### Work instructions:
Output the entries below word for word, stopping once the line containing "position:relative; width:2386px; height:1331px;" is done, and omit each picture.

Collected data entries
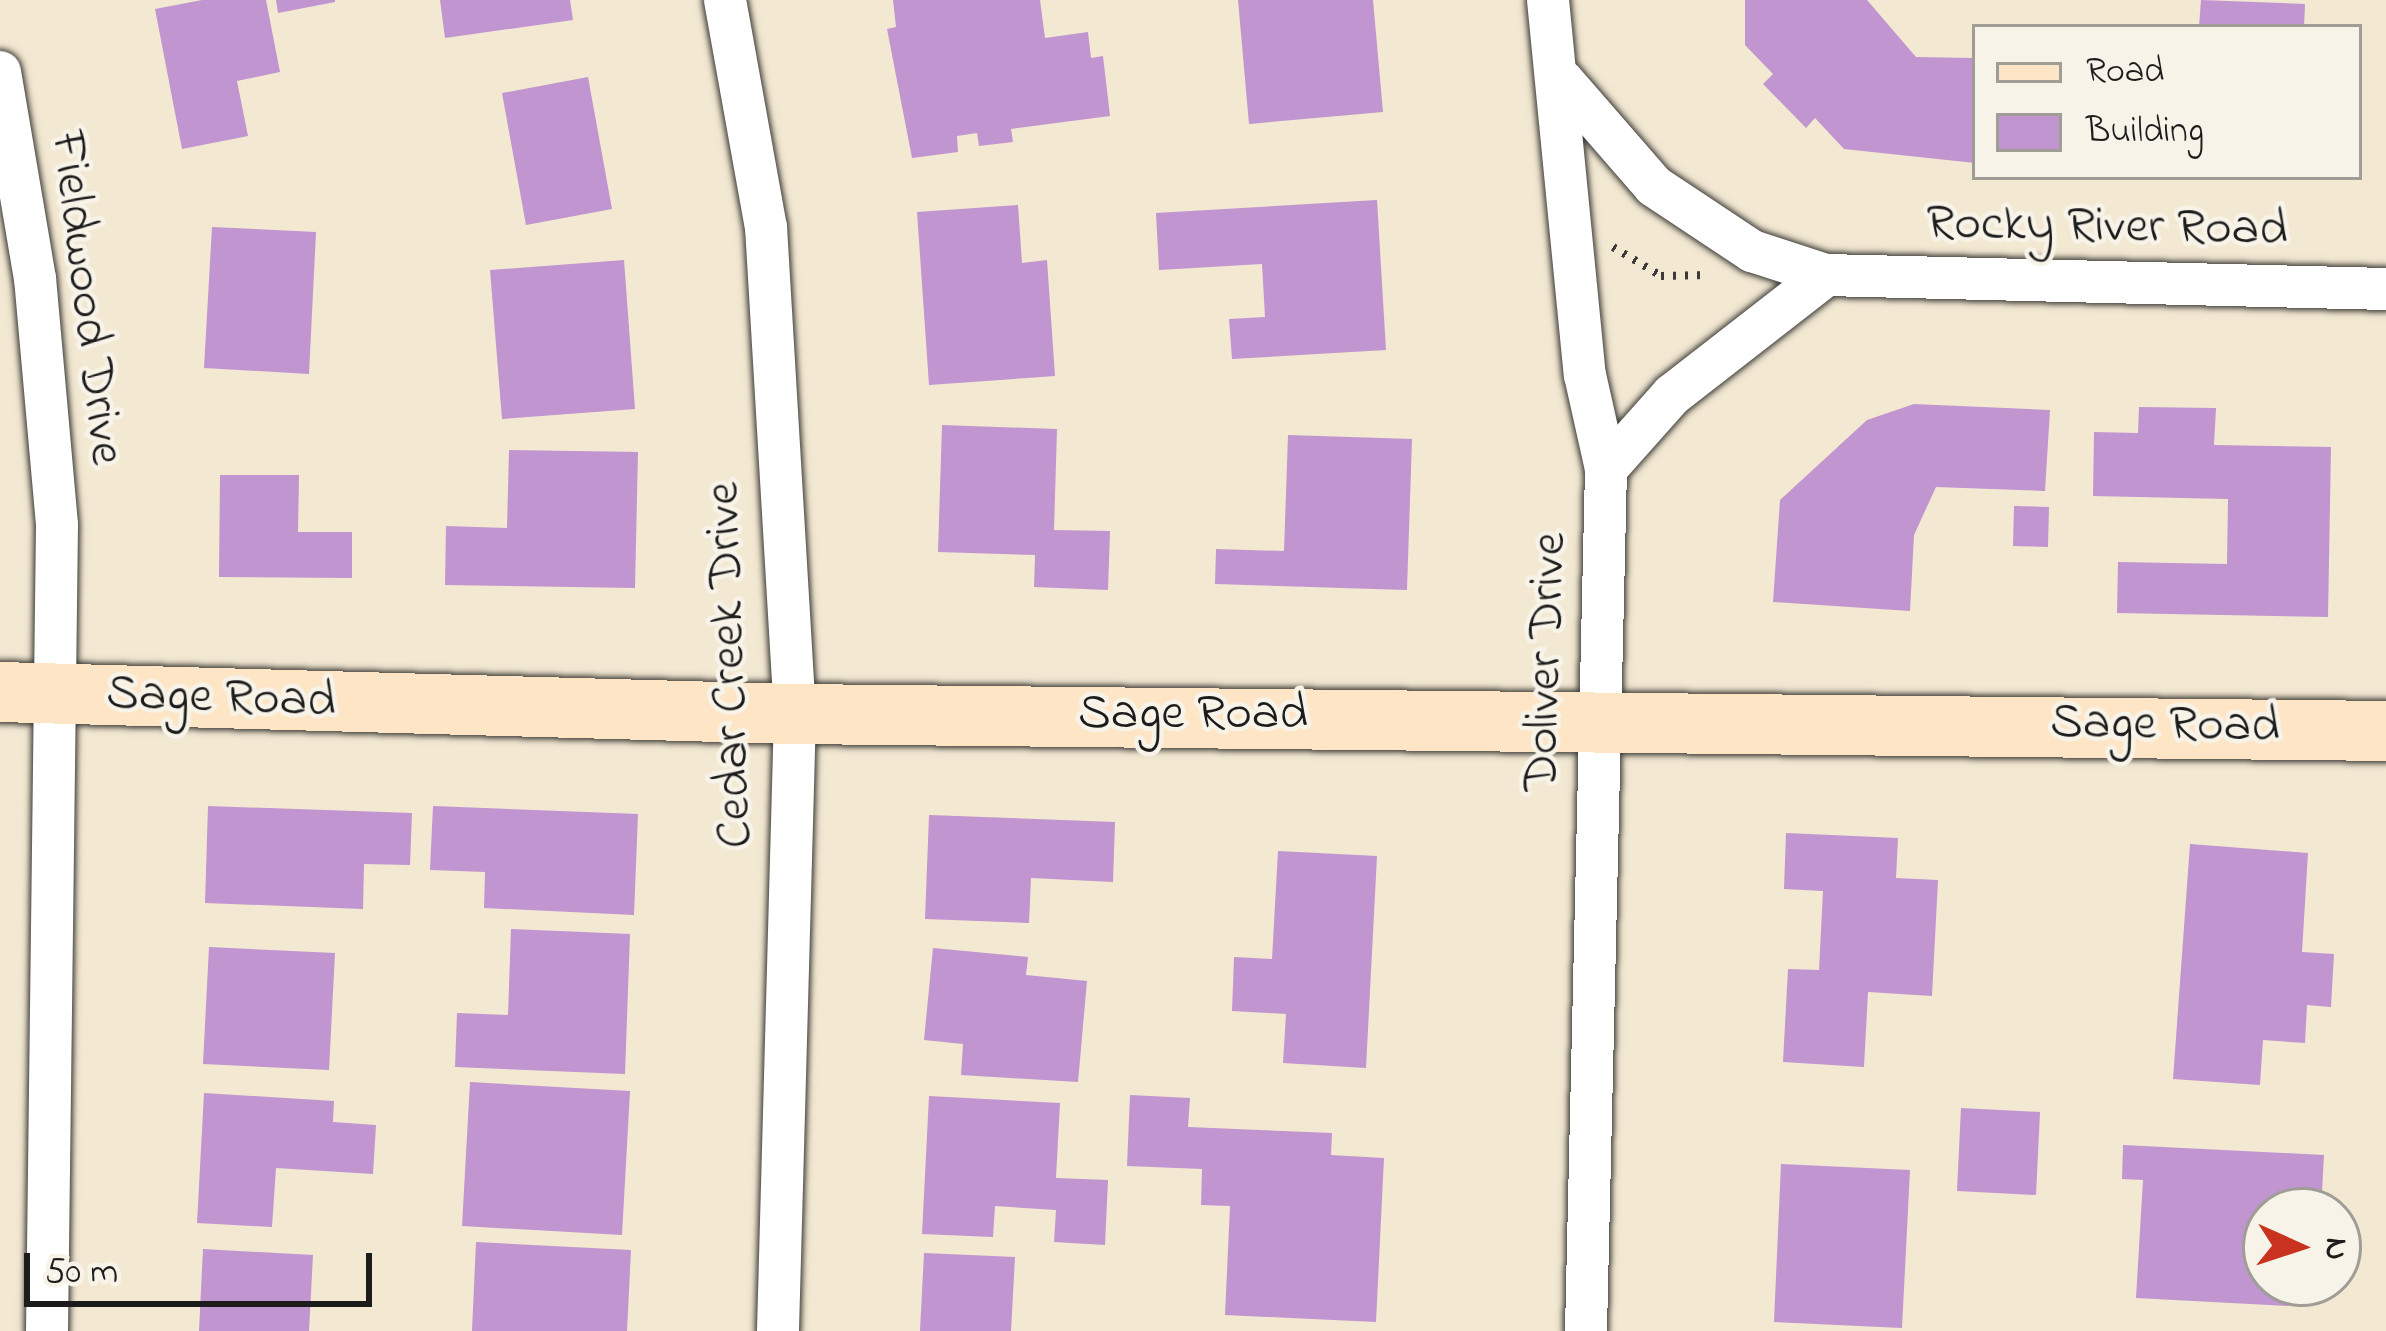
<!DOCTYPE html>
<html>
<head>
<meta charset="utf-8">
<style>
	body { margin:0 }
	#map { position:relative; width:2386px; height:1331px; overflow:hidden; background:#f3e8d2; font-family:"Indie Flower",sans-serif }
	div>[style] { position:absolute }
	.building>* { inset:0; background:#c095d0 }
	.path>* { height:8px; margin-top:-4px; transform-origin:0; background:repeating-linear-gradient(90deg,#3c3b37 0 3px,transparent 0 12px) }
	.roads { filter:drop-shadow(0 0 3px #3c3b37) drop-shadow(0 0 3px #3c3b37) }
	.street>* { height:42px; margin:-21px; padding:0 21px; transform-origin:21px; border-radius:21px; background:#fff }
	.secondary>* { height:60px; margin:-30px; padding:0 30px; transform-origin:30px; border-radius:30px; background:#fee5c5 }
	span { translate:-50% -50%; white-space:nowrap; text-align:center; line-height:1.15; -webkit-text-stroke:9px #f7f3e8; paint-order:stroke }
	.street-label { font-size:51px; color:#1c1c1c }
	.legend { position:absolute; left:1972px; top:24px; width:390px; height:156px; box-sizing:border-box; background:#f7f3e8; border:3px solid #9f9d96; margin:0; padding:15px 21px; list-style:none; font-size:36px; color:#1c1c1c }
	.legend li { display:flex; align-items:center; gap:24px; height:60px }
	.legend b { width:60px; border:3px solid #9f9d96 }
	.north { position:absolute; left:2242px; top:1187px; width:120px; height:120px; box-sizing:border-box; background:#f7f3e8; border:3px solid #9f9d96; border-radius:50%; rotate:93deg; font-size:33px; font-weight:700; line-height:48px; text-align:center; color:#1c1c1c }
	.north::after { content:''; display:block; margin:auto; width:42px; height:54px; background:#c8321e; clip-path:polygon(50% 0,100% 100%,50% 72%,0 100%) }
	.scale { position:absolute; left:24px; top:1253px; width:348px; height:54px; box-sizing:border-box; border:6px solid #1c1c1c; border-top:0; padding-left:15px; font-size:36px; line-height:42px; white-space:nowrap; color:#1c1c1c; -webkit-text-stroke:9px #f7f3e8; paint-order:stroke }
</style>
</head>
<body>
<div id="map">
	<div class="building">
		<div style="clip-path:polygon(202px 0,266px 0,280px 72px,237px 81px,248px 136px,182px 149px,155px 9px)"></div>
		<div style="clip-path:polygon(276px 0,335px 0,335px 2px,278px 13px)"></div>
		<div style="clip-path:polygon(440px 0,570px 0,573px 20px,445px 38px)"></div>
		<div style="clip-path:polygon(893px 0,1040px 0,1045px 38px,1088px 32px,1091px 58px,1103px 56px,1110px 116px,1011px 129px,1013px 142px,979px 146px,977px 133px,957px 136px,958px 152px,912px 158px,887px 29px,896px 27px)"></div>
		<div style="clip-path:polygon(1238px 0,1373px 0,1383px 112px,1249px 124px)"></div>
		<div style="clip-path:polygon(1745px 0,1867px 0,1916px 57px,1975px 58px,1975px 163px,1844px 149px,1815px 118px,1806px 128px,1763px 84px,1773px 74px,1745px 45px)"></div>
		<div style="clip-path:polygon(2201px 0,2305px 4px,2304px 27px,2199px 27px)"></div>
		<div style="clip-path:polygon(588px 77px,612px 209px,526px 225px,502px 93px)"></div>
		<div style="clip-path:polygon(1377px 200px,1386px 350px,1232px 359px,1229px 319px,1265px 317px,1262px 264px,1159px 270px,1156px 213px)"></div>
		<div style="clip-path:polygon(1018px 205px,1022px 263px,1047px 260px,1055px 376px,929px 385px,917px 212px)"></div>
		<div style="clip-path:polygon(212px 227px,316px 232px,309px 374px,204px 368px)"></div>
		<div style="clip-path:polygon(624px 260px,635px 409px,502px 419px,490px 270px)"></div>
		<div style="clip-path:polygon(1914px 404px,2050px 410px,2045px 491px,1936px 487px,1914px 535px,1910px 611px,1773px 602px,1780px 500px,1867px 420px)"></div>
		<div style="clip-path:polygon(2139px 407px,2216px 408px,2214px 445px,2331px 447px,2328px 617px,2117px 613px,2118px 562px,2227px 564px,2228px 499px,2093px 496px,2094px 432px,2138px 433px)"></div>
		<div style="clip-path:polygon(942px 425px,1057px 429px,1054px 530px,1110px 531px,1108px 590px,1034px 587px,1035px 555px,938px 552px)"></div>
		<div style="clip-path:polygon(1288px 435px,1412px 439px,1407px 590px,1215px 584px,1216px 549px,1284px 551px)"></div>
		<div style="clip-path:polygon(509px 450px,638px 452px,635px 588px,445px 585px,446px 526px,507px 528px)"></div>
		<div style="clip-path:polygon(220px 475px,299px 475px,298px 532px,352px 532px,352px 578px,219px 577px)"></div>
		<div style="clip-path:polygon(2014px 506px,2049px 507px,2048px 547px,2013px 546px)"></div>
		<div style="clip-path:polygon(208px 806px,412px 813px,410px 865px,364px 864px,363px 909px,205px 903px)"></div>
		<div style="clip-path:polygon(433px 806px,638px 814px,634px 915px,484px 908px,485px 872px,430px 870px)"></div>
		<div style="clip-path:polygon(929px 815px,1115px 822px,1113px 882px,1031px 878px,1029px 923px,925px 919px)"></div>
		<div style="clip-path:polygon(1786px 833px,1898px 838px,1896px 878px,1938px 880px,1932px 996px,1868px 992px,1864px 1067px,1783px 1062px,1788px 969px,1819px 970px,1823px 891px,1784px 889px)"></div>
		<div style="clip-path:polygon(2190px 844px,2308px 853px,2302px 952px,2334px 954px,2331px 1007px,2307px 1005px,2305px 1043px,2263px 1040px,2260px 1085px,2173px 1079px)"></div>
		<div style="clip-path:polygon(1278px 851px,1377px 856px,1366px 1068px,1283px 1063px,1286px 1014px,1232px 1011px,1234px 957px,1272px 959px)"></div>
		<div style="clip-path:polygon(511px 929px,630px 934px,625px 1074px,455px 1067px,457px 1013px,508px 1015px)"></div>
		<div style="clip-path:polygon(209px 947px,335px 953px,329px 1070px,203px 1064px)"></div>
		<div style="clip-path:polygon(933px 948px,1028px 957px,1026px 975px,1087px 981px,1078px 1082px,961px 1075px,963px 1044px,924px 1040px)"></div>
		<div style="clip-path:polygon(470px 1082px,630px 1091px,622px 1235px,462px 1226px)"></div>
		<div style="clip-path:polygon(204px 1093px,334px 1101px,333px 1122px,376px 1125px,373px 1174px,276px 1168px,272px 1227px,197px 1223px)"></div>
		<div style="clip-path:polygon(1130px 1095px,1190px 1098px,1188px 1127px,1332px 1133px,1331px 1155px,1384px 1158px,1376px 1322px,1225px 1315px,1230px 1206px,1201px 1205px,1202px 1169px,1127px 1166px)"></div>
		<div style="clip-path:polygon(929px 1096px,1060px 1103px,1056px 1178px,1108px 1180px,1105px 1245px,1054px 1242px,1056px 1210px,995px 1206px,993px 1237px,922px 1234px)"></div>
		<div style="clip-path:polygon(1961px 1108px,2040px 1112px,2036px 1195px,1957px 1191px)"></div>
		<div style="clip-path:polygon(2123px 1145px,2324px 1155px,2321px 1211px,2266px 1211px,2266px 1283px,2291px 1283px,2289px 1306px,2136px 1298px,2143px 1180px,2122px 1179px)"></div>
		<div style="clip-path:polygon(1781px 1164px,1910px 1170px,1902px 1328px,1774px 1322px)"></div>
		<div style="clip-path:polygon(476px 1242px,631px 1250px,627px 1331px,472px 1331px)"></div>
		<div style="clip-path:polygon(203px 1249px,313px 1255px,309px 1331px,199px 1331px)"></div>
		<div style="clip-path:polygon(924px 1253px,1015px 1257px,1011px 1331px,920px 1331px)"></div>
	</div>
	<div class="path">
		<div style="left:1613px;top:247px;width:56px;rotate:31.1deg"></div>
		<div style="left:1661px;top:276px;width:48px;rotate:-1.2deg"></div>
	</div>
	<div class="roads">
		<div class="street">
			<div style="left:725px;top:0;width:231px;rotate:79.8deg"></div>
			<div style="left:766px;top:227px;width:488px;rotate:86.6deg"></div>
			<div style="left:795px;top:714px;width:617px;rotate:91.58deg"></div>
			<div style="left:1548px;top:0;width:377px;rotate:84.4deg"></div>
			<div style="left:1585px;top:375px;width:96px;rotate:77.4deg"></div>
			<div style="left:1606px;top:469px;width:862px;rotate:91.33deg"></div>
			<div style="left:0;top:72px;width:209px;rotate:80.4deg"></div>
			<div style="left:35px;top:278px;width:248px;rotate:84.9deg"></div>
			<div style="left:57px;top:525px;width:806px;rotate:90.71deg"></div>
			<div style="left:1562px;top:80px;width:140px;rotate:49deg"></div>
			<div style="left:1654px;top:186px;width:118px;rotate:33.6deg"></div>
			<div style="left:1752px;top:251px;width:78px;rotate:18deg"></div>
			<div style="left:1826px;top:275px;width:560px;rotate:1.43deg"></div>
			<div style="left:1606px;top:469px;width:99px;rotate:-48.3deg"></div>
			<div style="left:1672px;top:395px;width:195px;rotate:-37.9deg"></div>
		</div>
		<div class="secondary">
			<div style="left:0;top:692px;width:795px;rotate:1.59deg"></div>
			<div style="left:795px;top:714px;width:1591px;rotate:0.61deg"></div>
		</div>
	</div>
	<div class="street-label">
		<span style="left:2107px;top:228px;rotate:1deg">Rocky River Road</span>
		<span style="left:85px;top:298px;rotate:83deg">Fieldwood Drive</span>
		<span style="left:1547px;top:662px;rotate:-88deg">Doliver Drive</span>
		<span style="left:731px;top:665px;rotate:-92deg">Cedar Creek Drive</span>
		<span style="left:221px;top:699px;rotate:2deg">Sage Road</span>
		<span style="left:1193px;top:715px">Sage Road</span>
		<span style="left:2165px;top:726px;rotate:1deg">Sage Road</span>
	</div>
	<ul class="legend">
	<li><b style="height:15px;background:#fee5c5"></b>Road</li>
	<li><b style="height:33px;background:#c095d0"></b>Building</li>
	</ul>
	<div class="north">N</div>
	<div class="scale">50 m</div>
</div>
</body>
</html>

### Answer to this exercise:
<!DOCTYPE html>
<html>
<head>
<meta charset="utf-8">
<style>
	body { margin:0 }
	#map { position:relative; width:2386px; height:1331px; overflow:hidden; background:#f3e8d2; font-family:"Indie Flower",sans-serif }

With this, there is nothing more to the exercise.